§ **Description of the task**: The answer is the number of lines in the data that contain the word "absolute"; give it alone.

[[ Data provided, beginning ]]

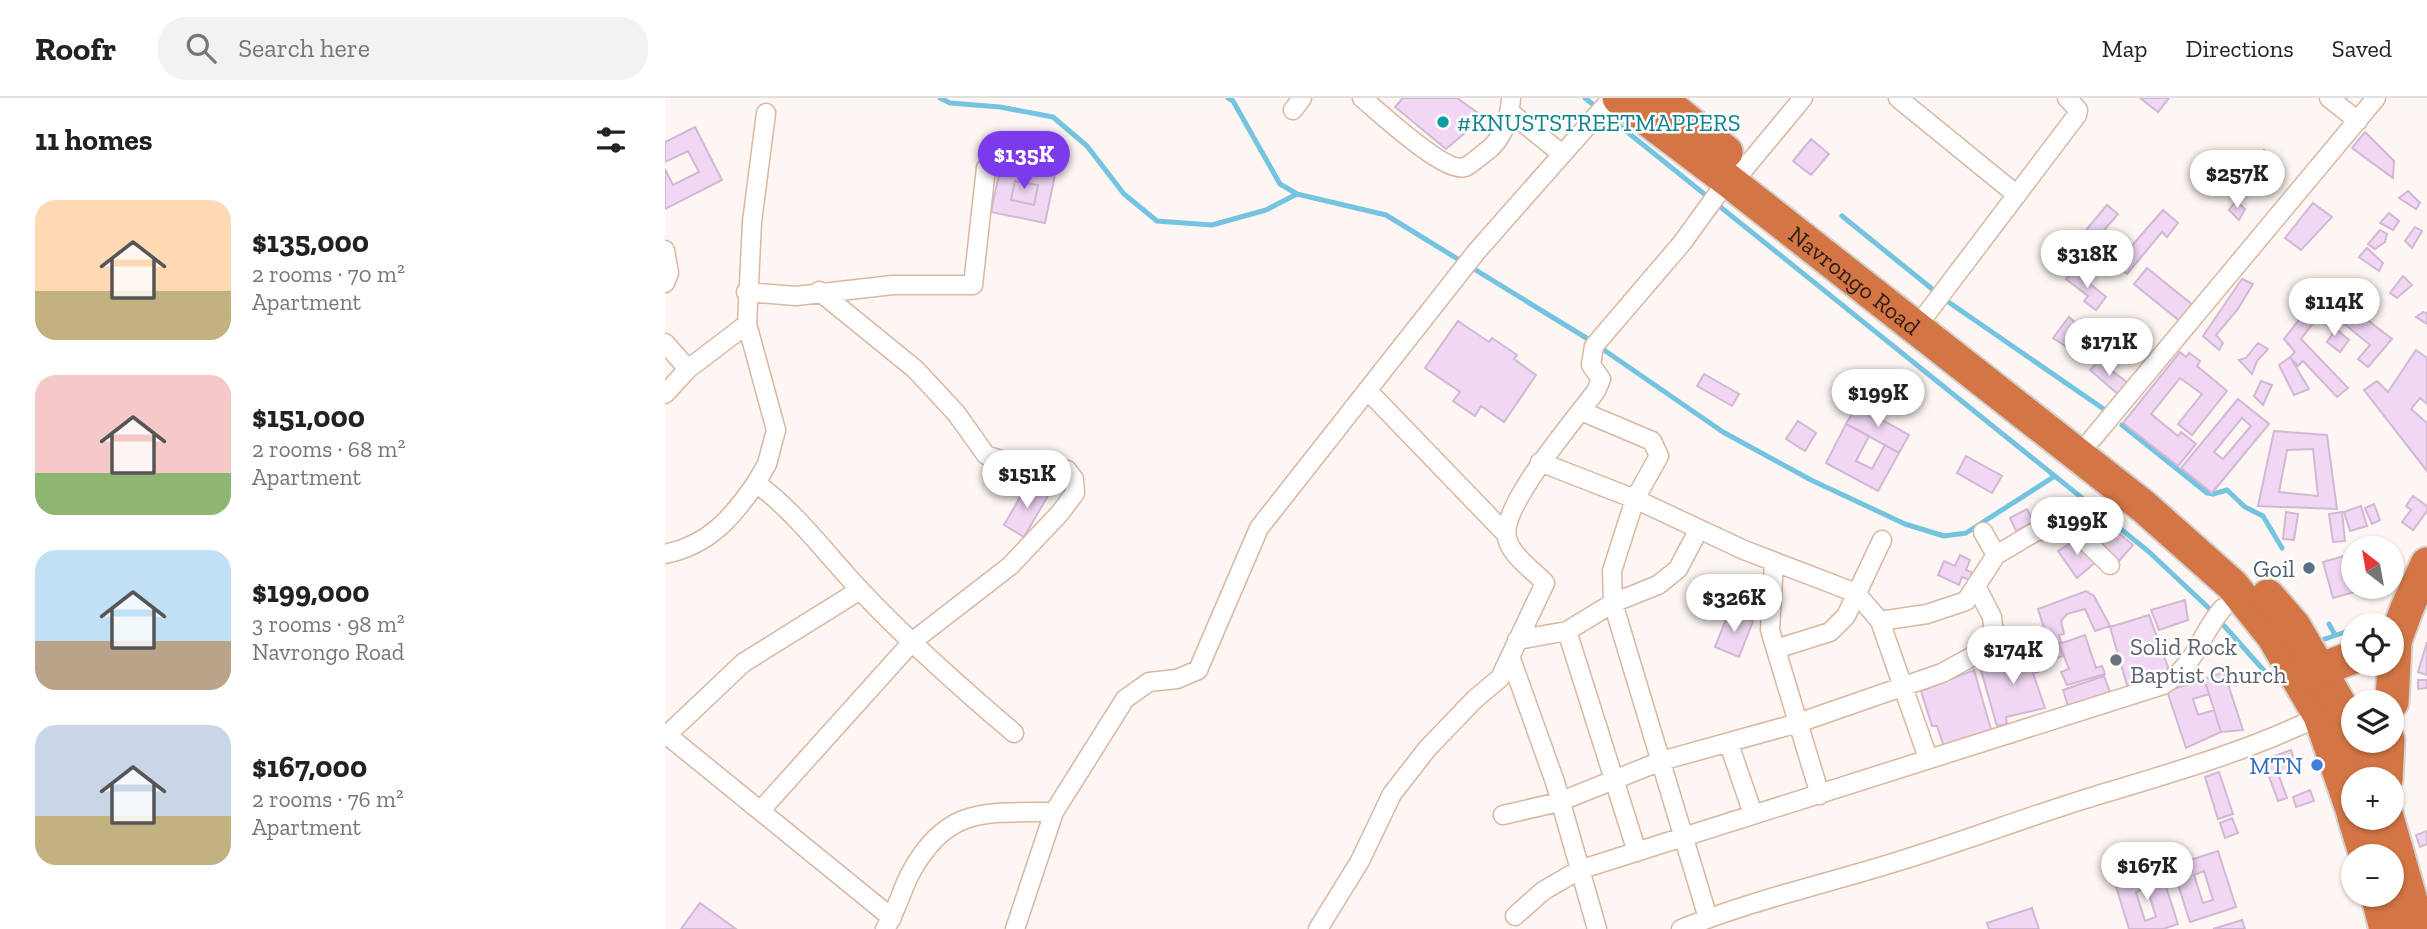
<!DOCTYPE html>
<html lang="en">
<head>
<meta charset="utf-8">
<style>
	body { margin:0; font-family:"Zilla Slab",serif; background:#f2f2f2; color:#222; height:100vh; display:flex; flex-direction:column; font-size:26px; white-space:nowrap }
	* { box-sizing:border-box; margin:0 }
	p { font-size:23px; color:#767676 }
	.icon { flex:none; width:38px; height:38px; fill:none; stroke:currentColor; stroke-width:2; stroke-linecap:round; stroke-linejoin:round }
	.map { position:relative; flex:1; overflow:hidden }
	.drawer { display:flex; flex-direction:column; background:#fff; width:665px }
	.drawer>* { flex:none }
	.needle { width:46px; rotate:329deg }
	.tools { position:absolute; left:1676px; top:438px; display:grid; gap:14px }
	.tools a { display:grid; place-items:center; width:63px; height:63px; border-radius:50%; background:#fff; box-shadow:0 2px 5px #0004; font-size:35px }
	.price { position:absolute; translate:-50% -60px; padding:0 16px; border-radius:24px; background:#fff; color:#222; font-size:23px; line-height:46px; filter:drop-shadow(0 2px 4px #0008) }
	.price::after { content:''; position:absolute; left:50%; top:42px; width:21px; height:16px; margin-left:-10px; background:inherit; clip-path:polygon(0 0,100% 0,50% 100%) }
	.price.selected { background:#7c3aed; color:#fff }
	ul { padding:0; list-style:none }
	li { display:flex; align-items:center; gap:21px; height:175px; padding:0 35px }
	li span { display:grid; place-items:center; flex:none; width:196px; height:140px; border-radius:21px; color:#555 }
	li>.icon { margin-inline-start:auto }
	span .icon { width:84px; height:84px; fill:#fffc; stroke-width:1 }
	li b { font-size:30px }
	h2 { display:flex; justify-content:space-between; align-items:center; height:84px; padding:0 35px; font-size:30px }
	header { display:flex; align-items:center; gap:42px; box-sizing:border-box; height:98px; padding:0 35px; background:#fff; border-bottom:2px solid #e0e0e0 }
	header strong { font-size:33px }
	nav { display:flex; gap:38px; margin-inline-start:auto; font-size:24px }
	.search { width:490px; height:63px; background:#f2f2f2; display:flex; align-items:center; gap:18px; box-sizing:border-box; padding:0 24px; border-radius:28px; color:#767676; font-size:26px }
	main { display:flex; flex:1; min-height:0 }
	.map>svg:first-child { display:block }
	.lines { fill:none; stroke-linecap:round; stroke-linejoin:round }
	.stream { stroke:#74c3e1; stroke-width:5 }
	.building { fill:#f1d7f4; stroke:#d2b8d5; stroke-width:2; fill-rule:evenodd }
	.street-casing { stroke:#d9b7a1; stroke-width:21 }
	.highway-casing { stroke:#d4d2d0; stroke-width:37 }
	.street { stroke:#fff; stroke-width:18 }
	.highway { stroke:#d37544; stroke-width:33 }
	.culture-dot { fill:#0f9aa8; stroke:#fff; stroke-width:2.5 }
	.service-dot { fill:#5c6f8a; stroke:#fff; stroke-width:2.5 }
	.worship-dot { fill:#6b7280; stroke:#fff; stroke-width:2.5 }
	.shop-dot { fill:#3f7fe0; stroke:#fff; stroke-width:2.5 }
	.labels { text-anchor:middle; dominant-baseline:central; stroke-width:5; stroke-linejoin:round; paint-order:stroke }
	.culture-label { font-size:24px; fill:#0d838f; stroke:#fff; text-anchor:start }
	.street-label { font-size:24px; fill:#2a1d15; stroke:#fff }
	.service-label { font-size:24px; fill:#4e5e75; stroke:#fff; text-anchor:end }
	.worship-label { font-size:24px; fill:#5b616d; stroke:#fff; text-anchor:start }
	.shop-label { font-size:24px; fill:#366cbe; stroke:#fff; text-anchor:end }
</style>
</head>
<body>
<header>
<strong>Roofr</strong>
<div class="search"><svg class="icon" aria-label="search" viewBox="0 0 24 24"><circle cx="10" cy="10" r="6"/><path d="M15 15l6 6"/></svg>Search here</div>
<nav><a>Map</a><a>Directions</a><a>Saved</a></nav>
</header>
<main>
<section class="drawer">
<h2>11 homes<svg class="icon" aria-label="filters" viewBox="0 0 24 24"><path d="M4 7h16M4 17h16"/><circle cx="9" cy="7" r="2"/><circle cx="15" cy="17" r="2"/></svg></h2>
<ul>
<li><span style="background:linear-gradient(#ffd9b3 65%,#c2b280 0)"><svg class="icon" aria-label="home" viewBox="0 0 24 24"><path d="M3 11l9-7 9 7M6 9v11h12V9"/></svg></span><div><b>$135,000</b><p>2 rooms · 70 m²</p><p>Apartment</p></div></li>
<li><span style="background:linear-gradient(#f6c9c9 70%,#8fb573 0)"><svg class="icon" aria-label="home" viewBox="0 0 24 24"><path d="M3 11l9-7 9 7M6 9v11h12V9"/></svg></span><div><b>$151,000</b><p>2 rooms · 68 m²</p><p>Apartment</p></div></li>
<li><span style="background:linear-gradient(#bfe0f5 65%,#b9a48a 0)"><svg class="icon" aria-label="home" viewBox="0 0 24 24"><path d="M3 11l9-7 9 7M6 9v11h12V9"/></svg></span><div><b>$199,000</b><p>3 rooms · 98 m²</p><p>Navrongo Road</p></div></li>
<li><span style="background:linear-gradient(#c9d6e8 65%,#c2b280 0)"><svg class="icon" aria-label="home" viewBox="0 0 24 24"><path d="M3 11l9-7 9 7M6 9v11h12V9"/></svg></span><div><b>$167,000</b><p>2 rooms · 76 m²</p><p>Apartment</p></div></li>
</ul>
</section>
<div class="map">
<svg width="1762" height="831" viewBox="0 0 1762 831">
	<rect width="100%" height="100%" fill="#fdf6f2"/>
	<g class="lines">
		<path class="stream" d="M275,0l10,5 50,4 53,10 34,29 37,48 33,27 55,4 54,-15 31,-16
			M563,0l5,3 47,83 17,10 89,21 202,124 135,93 88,48 94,44 39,12 22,-3 89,-57
			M920,0l563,453 65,61
			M1177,118l105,85 161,111
			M1457,327l85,68 6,1 14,-4 18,17 18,9 19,32
			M1554,522l48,54
			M1664,526l6,11
			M1700,527l18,-6
			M1657,542l32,-11"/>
	</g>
	<path class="building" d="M738,0h54l21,15 -12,19 -20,17 -51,-42z
		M1475,0h29l-11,14z
		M30,29l27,53 -57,29v-40l8,16 26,-13 -11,-21 -23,11v-20z
		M1700,34l29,29 -1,17 -41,-30z
		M1146,41l18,15 -18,21 -18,-14z
		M1599,52l19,17 -16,17 -18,-15z
		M337,62l54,10 -11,53 -54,-11zM350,83l23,4 -4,20 -23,-5z
		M350,83l23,4 -4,20 -23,-5z
		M1743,93l12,12 -4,6 -17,-11z
		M1571,103l9,8 -6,11 -10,-10z
		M1648,105l19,14 -31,33 -16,-12z
		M1442,107l11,9 -19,22 24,20 40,-46 15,13 -11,14 -5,-5 -35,42 -45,-39z
		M1724,115l10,8 -6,9 -13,-7z
		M1750,129l7,4 -10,17 -7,-7z
		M1715,132l7,4 -2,8 -10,7 -7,-5z
		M1702,150l16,15 -4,8 -20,-14z
		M1482,170l47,38 -13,16 -47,-38z
		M1408,172l33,27 -10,13 -12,-9 4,-5 -22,-17z
		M1738,178l9,9 -15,13 -7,-5z
		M1577,181l11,5 -15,25 -22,26 7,8 -4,7 -16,-14z
		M1660,189l67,52 -24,28 -10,-8 12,-14 -45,-37 -24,31 47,49 -11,9 -34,-36 -5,5 -8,-9 5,-5 -11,-13z
		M1758,214l4,1v11l-11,-7z
		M1404,219l25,23 -13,16 -28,-18z
		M793,223l31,21 3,-4 25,17 -3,4 22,16 -32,47 -23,-16 -6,10 -22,-15 7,-9 -35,-24z
		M1671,231l13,11 -9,12 -13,-10z
		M1593,245l10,6 -11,12 -5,13 -13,-14 7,-2z
		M1751,252l11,8v46l-7,-6 -9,11 16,14v48l-63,-81 13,-9 11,11z
		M1515,254l6,5 3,-4 11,8 -3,5 30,25 -35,44 -14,-11 24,-30 -22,-16 -29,36 27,22 3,-4 15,12 -18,22 -55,-43z
		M1625,259l19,32 -15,6 -15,-30z
		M1434,263l29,22 -9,12 -29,-25z
		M1039,276l35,20 -7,12 -35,-20z
		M1596,283l11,4 -9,20 -9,-9z
		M1573,301l31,25 -57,69 -31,-25zM1577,320l9,8 -28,33 -9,-7z
		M1192,308l52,29 -10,18 -53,-29z
		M1133,323l18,12 -11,18 -19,-12z
		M1181,326l23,12 -13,25 16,8 13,-24 14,8 -21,38 -52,-28z
		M1609,333l53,4 10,74 -79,-3zM1648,351l5,47 -39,-4 8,-42z
		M1301,358l36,20 -10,17 -35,-20z
		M364,384l20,12 -25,43 -20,-12z
		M1748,398l14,10v5l-14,19 -11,-8 9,-12 -5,-4z
		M1709,406l6,16 -8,4 -7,-16z
		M1696,408l6,20 -17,5 -6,-19z
		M1362,411l7,13 -18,9 -6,-13z
		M1621,414l12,2 -4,26 -11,-1z
		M1677,414l3,29 -12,1 -4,-28z
		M1436,420l32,27 -14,16 -29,-24 -7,-14 8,7z
		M1413,440l19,23 -20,17 -19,-27z
		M1689,455v33l15,2 -36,10 -10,-36z
		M1295,457l10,5 -4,10 7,3 -3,7 -8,-3 -3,8 -21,-10 6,-14 11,5z
		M1421,493l8,5 16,30 -15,5 -10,-22 -18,5 -6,7 3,13 -5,1 2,7 -3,1 5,13 -9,3 -16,-50z
		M1520,502l3,20 -29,10 -8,-20z
		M1064,514l24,9 -14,36 -24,-10z
		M1484,517l20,55 -42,15 -17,-58z
		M1420,537l11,33 6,-2 3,8 -38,11 -6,-13 8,-3 -10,-25z
		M1762,544v33l-9,-3z
		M1365,549l8,25 -5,1 12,35 -39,9 1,7 -10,2 -17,-59 38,-12 -1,-4z
		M1309,572l18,63 -48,14 -7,-21h-5l-11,-35z
		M1559,574l19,58 -22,2 -12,-38 -5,-15z
		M1439,578l6,16 -42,14 -5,-16z
		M1539,581l5,15 -16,5 5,16 16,-5 7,22 -35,16 -19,-57z
		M1753,582h9v8l-9,1z
		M1626,652l6,19 -18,7 8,22 -9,3 -15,-41z
		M1554,674l14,42 -15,5 -13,-42z
		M1645,692l4,11 -18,6 -3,-10z
		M1567,720l6,15 -13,5 -5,-15z
		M1762,733v13l-7,3 -4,-12z
		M1553,753l18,56 -46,15 -18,-56zM1539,773l9,29 -10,3 -9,-28z
		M1495,770l18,56 -15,5h-34l-14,-46zM1482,790l9,29 -11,4 -9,-29z
		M35,805l36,26h-55z
		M1367,810l7,21h-50l-2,-6z
		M1577,822l3,9h-32z"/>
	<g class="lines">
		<g class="street-casing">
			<path id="street" d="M697,0c17,14 83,76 103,69 7,-3 16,-12 22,-16 16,-12 23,-34 24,-53
				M1233,0l119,97
				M1664,0l29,23
				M628,12l9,-12
				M101,15l-14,109 -5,102 29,106 -9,34 -11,19c41,30 70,71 105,108 47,50 100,97 153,142
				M846,15l51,41
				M0,152l4,23 -4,10
				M81,194l50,4 97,-11h80l13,-117
				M1263,214l149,-197 1,-5 -11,-12
				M0,245l23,26
				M704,294l137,142
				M0,296l23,-25 59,-45
				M916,313l71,30 7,15 -24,43 -23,72 1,32 95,315
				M1427,341l284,-341
				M875,364l95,37 109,51 112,43 24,28 48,137
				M1402,425l43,42
				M1318,434l13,23
				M0,456c44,-9 67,-36 91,-71
				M1109,464l-4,68 50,165
				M1215,523l47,-7 39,-13 30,-46 39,-23 62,-13
				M902,533l46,-28 45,-18 20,-16 21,-40
				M852,542l50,-9 70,221
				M1111,551l54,-17 16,-16 36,-76
				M846,561l44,123 42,147
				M2,637l225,183
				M0,639l78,-74 117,-73
				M1064,646l24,70
				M96,712l152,-169 97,-75 50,-53 15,-20 -1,-14 -7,-9 -67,-10 -14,-5 -30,-42 -41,-44 -96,-78
				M838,717l56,-13 102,-41 137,-38 144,-50 53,-29 -3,-27 -15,-29
				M850,818l28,-25 36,-21 584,-185c37,-24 34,-47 60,-77
				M220,831c11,-17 16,-37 25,-55 37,-69 76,-61 144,-62
				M350,831l39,-117 71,-113 24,-17 28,-3 21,-9 61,-142 218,-277 135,-153
				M653,831l42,-68 32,-67 35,-45 48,-50 25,-21 45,-95c-12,-13 -34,-27 -38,-45 -8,-31 70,-121 89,-147l5,-12 -10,-14 3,-19 88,-103 37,-51 26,-24 58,-70
				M1016,831c71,-29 145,-45 218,-68 66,-20 130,-45 196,-65 76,-23 154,-45 225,-80"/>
		</g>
		<g class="highway-casing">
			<g id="highway">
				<path id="s1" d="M954,0l110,83 414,325 89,79 41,51 47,80 34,99"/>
				<path d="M994,0l67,54"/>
				<path d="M1603,498l26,30 60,103"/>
				<path d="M1727,551l15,-41 20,-44"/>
				<path d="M1635,579l54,-20"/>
				<path d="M1727,604l3,-60"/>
				<path d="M1694,642l15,39"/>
				<path d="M1721,681l2,-39"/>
				<path d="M1689,719l12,39"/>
				<path d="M1722,719l32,112"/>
				<path d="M1712,796l9,35"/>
			</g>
		</g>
		<use href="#street" class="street"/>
		<use href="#highway" class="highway"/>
	</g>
	<circle class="culture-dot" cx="778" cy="24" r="7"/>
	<circle class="service-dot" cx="1644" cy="470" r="7"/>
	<circle class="worship-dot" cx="1451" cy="562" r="7"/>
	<circle class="shop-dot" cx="1652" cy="667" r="7"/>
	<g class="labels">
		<g class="culture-label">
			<text x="792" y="24">#KNUSTSTREETMAPPERS</text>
		</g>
		<g class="street-label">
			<text stroke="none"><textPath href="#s1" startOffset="298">Navrongo Road</textPath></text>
		</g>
		<g class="service-label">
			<text x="1630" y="470">Goil</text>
		</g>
		<g class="worship-label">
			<text x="1465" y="548">Solid Rock<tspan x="1465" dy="28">Baptist Church</tspan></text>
		</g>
		<g class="shop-label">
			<text x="1638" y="667">MTN</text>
		</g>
	</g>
</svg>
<div class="tools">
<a><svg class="needle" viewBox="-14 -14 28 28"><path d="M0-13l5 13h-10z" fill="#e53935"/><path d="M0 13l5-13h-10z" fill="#767676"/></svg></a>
<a><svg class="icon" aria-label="locate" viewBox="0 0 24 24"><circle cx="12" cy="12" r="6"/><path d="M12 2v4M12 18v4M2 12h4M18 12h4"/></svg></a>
<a><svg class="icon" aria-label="layers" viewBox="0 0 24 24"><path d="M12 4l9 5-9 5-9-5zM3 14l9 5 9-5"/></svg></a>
<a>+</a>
<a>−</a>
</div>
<b class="price selected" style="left:359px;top:93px">$135K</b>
<b class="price" style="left:1572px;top:112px">$257K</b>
<b class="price" style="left:1422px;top:192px">$318K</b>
<b class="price" style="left:1669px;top:240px">$114K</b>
<b class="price" style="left:1444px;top:280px">$171K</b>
<b class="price" style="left:1213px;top:331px">$199K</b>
<b class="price" style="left:362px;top:412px">$151K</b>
<b class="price" style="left:1412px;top:459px">$199K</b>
<b class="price" style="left:1069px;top:536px">$326K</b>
<b class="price" style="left:1348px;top:588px">$174K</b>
<b class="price" style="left:1482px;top:804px">$167K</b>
</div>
</main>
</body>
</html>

[[ Data provided, end ]]

§ **Exercise answer**: 3